*WHAT TO WORK ON:* Only the lines of the data holding the string "body" need to be returned.

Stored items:

★ ★ ★

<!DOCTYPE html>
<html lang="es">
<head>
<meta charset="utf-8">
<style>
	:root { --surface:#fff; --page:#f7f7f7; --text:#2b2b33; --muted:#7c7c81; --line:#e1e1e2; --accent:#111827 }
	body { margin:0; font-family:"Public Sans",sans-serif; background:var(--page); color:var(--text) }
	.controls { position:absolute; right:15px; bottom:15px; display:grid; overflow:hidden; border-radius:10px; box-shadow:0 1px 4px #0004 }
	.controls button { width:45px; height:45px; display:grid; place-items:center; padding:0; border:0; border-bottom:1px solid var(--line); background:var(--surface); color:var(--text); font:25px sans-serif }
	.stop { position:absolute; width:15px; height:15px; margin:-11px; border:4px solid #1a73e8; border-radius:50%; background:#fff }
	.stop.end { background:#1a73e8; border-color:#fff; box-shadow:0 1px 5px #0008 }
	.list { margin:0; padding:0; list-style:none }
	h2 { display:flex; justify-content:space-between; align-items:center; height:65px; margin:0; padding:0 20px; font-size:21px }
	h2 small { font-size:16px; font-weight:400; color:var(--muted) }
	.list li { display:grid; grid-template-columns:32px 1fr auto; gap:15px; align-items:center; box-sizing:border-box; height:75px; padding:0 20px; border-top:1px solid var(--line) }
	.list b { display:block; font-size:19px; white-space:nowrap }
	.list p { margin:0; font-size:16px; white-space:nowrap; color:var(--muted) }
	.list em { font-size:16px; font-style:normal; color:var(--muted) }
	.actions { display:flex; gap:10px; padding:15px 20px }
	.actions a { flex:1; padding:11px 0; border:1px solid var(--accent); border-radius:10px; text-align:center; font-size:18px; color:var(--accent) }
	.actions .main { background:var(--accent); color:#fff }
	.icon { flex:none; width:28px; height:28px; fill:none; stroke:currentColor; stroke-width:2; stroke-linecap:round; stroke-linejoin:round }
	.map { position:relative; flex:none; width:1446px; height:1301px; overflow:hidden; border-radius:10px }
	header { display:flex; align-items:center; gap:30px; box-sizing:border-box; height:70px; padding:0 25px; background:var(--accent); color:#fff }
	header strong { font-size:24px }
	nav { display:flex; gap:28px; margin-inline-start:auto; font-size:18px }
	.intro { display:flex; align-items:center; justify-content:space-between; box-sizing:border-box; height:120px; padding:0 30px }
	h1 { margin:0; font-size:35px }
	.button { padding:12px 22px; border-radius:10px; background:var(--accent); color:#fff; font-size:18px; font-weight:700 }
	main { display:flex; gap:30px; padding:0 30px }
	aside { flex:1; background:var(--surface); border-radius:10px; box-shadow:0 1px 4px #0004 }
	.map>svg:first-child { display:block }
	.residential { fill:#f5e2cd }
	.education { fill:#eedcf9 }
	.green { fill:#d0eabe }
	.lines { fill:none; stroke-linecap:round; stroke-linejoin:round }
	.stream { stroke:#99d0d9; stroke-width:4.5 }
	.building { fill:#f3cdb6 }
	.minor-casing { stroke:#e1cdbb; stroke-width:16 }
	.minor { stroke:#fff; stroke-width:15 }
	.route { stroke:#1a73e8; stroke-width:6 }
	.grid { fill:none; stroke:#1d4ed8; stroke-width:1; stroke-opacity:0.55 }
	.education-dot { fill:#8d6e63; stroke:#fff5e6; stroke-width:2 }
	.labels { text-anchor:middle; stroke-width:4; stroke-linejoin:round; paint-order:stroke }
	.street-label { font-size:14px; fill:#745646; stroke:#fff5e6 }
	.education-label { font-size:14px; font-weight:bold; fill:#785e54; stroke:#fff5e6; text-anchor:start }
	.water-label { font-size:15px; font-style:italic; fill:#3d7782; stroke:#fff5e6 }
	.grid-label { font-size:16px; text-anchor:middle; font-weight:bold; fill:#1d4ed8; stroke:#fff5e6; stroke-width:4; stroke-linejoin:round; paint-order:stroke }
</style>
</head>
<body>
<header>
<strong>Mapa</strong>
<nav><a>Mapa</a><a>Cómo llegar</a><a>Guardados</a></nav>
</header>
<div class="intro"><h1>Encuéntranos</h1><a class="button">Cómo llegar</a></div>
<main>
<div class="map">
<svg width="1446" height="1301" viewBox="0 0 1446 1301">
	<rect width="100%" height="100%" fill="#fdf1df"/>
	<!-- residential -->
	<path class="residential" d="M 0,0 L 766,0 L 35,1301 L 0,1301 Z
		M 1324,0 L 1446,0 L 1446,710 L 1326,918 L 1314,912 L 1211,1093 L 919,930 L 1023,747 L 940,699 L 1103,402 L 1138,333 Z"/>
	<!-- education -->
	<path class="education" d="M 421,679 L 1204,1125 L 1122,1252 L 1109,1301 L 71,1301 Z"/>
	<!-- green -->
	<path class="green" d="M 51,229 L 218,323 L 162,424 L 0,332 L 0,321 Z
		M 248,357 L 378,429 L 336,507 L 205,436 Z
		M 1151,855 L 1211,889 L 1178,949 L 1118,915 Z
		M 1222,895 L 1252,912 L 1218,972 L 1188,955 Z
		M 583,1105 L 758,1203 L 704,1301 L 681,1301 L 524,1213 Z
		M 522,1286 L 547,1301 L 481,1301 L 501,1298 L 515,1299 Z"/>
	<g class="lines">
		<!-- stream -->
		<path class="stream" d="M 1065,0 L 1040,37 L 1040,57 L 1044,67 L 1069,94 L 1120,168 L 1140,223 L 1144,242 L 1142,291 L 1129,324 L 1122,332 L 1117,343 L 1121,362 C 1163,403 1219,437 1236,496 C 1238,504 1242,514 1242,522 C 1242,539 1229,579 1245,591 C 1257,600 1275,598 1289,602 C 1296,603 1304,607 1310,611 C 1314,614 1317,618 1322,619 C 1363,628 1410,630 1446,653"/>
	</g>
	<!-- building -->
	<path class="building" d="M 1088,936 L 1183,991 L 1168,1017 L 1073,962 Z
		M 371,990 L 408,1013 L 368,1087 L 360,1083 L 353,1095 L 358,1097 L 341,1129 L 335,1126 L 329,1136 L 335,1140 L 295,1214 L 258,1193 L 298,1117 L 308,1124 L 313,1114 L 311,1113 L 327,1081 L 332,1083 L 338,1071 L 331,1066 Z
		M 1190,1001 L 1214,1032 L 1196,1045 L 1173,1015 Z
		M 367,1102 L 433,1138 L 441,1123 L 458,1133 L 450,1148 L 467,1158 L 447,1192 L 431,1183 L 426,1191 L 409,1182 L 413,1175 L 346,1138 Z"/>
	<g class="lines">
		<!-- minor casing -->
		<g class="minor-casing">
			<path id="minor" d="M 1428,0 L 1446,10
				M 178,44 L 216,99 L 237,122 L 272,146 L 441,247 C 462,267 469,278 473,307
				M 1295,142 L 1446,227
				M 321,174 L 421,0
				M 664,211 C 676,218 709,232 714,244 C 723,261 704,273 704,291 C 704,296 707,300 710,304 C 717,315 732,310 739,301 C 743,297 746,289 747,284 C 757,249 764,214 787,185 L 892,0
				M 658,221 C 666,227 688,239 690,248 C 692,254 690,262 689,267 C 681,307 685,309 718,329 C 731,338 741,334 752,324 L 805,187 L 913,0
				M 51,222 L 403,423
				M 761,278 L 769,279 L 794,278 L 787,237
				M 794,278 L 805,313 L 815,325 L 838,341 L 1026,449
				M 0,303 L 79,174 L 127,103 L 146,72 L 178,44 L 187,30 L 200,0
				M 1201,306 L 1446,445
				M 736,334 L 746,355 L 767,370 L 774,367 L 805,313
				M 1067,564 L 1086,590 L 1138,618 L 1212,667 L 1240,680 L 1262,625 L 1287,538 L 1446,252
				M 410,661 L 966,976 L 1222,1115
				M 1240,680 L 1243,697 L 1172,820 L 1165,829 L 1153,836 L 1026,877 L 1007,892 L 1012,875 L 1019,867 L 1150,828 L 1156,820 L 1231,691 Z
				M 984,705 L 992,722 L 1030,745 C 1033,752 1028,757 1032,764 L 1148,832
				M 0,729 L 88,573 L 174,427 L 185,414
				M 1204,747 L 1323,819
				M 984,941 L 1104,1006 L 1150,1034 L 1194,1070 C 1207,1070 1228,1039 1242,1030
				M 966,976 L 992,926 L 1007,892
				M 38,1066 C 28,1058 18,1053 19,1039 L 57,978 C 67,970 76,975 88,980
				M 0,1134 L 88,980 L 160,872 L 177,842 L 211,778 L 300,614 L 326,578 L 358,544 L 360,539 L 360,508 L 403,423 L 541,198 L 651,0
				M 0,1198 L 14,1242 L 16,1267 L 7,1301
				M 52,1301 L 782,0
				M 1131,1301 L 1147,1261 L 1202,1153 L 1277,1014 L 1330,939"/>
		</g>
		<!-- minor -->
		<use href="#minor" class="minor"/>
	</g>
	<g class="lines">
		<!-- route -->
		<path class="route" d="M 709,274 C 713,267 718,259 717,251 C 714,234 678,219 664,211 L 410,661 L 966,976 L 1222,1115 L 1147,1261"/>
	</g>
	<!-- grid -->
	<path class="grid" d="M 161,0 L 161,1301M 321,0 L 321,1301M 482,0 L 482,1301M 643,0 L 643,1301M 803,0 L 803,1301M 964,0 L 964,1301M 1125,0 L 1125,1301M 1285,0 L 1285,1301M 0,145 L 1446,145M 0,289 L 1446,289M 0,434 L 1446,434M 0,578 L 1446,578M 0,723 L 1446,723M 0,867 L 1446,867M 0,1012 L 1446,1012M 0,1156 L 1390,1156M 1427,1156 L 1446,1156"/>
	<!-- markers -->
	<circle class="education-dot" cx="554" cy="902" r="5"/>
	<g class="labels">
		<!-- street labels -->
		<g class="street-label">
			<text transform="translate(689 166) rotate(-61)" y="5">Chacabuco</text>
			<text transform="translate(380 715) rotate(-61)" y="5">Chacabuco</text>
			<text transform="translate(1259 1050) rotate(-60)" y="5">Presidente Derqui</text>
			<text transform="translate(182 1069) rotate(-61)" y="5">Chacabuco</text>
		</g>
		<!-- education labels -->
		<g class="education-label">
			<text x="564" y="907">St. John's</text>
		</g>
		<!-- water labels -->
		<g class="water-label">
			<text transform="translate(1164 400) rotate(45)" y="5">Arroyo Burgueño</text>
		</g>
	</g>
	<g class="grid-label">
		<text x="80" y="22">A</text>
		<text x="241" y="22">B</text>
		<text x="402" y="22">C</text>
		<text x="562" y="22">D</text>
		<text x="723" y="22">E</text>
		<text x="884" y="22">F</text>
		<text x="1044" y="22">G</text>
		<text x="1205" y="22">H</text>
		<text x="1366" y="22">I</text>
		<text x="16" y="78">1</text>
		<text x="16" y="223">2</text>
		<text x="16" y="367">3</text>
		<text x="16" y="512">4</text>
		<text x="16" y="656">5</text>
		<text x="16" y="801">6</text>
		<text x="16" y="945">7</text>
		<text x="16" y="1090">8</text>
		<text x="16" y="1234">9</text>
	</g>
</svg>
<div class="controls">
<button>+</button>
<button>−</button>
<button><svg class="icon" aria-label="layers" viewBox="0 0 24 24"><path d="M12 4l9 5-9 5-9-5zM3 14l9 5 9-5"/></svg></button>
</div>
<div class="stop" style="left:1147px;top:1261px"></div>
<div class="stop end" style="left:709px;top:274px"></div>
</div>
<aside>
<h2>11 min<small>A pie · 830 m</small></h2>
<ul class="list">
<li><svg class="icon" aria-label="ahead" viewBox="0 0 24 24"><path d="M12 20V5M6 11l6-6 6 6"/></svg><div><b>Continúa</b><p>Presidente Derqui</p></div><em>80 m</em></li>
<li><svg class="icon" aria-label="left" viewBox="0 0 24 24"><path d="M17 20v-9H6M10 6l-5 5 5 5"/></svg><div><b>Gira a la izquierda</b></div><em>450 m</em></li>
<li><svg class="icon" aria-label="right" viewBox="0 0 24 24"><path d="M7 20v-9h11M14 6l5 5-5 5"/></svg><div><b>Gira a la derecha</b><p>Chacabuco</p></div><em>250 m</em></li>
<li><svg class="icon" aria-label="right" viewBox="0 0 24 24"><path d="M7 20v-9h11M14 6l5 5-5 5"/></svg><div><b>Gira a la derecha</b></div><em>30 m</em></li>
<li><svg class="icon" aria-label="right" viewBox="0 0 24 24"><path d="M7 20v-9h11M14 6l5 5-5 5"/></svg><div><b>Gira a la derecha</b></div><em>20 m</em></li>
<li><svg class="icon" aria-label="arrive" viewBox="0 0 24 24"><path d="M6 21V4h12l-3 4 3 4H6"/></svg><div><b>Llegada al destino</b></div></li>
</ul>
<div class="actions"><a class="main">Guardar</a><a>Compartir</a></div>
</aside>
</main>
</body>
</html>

★ ★ ★

*EXERCISE SOLUTION:*
	body { margin:0; font-family:"Public Sans",sans-serif; background:var(--page); color:var(--text) }
<body>
</body>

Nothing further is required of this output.